2007-2008 Ottawa Senators: The Greatest Downfall?
Down three games to none to Sidney Crosby and the surging Pittsburgh Penguins, you'd think Ottawa was dressing a completely different team than the one that started the season 15-2.
That is not the case, however, and so I must go about a difficult process for any hockey fan: a look back at what went wrong.
Leading up to the season there were nothing but high hopes in my heart. This team ran through the Eastern Conference playoffs last year making it look easy, but didn't have what it took to win the Cup. They added important things they lacked, such as grit, playoff experience, and championship experience.
In the end, which is creeping closer, they fell far from where they were a year ago—even three months ago. This is my list of reasons why the Senators have fallen so far from their dominant perch atop the Eastern Conference only a few months ago, in no order of importance.
1. Bryan Murray.
This guy has had his hand in a lot of successful organizations around the NHL. Why isn't Ottawa feeling the same prosperity?

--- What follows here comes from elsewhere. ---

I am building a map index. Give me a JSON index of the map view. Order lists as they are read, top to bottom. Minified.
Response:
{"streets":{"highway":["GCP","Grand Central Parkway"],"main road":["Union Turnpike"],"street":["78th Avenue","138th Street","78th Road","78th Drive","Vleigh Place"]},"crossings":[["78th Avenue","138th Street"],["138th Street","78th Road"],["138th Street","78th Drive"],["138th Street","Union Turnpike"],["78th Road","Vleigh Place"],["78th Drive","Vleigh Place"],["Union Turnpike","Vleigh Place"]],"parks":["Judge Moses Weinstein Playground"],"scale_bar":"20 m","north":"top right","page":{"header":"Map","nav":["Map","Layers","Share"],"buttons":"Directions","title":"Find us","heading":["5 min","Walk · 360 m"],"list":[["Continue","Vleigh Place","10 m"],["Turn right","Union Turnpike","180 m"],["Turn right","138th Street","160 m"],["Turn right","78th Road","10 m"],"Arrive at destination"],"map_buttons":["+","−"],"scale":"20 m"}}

In my opinion Bryan Murray didn't spend enough time evaluating his assets and targeting major holes. He knew he had to make a trade. He wasn't scared to make a trade, but because of improper evaluation of his assets he overvalued and undervalued certain players on the market, which strained all trade negotiations.
There was an obvious problem with secondary scoring that he did not properly address. Cory Stillman is not an answer to this problem. Mike Fisher is not an answer either, and in my opinion probably should've been moved.
Instead of trying to find line mates who connected with Fisher, I would have opted to move him for a more offensively driven player. Instead of juggling Ray Emery and Martin Gerber to start he season, one should have been shipped before any pucks were dropped, by any means necessary.
Murray should now rethink his evaluations and look ahead to this offseason. If he fails to improve the team next season, I think he should be seriously questioned.
All of the key players for Ottawa missed at least one game, including Anton Volchenkov, who missed a huge 25 games. It didn't so much affect them in the short term—when they were winning they kept winning regardless, and when they were losing they kept losing.
The impact it had was on chemistry. The sporadic occurrence of injuries in the nation's capital meant line combinations were ever-changing.
Phillips seemed lost at times without his partner in crime, Volchenkov. There is really no replacement for that defensive pairing.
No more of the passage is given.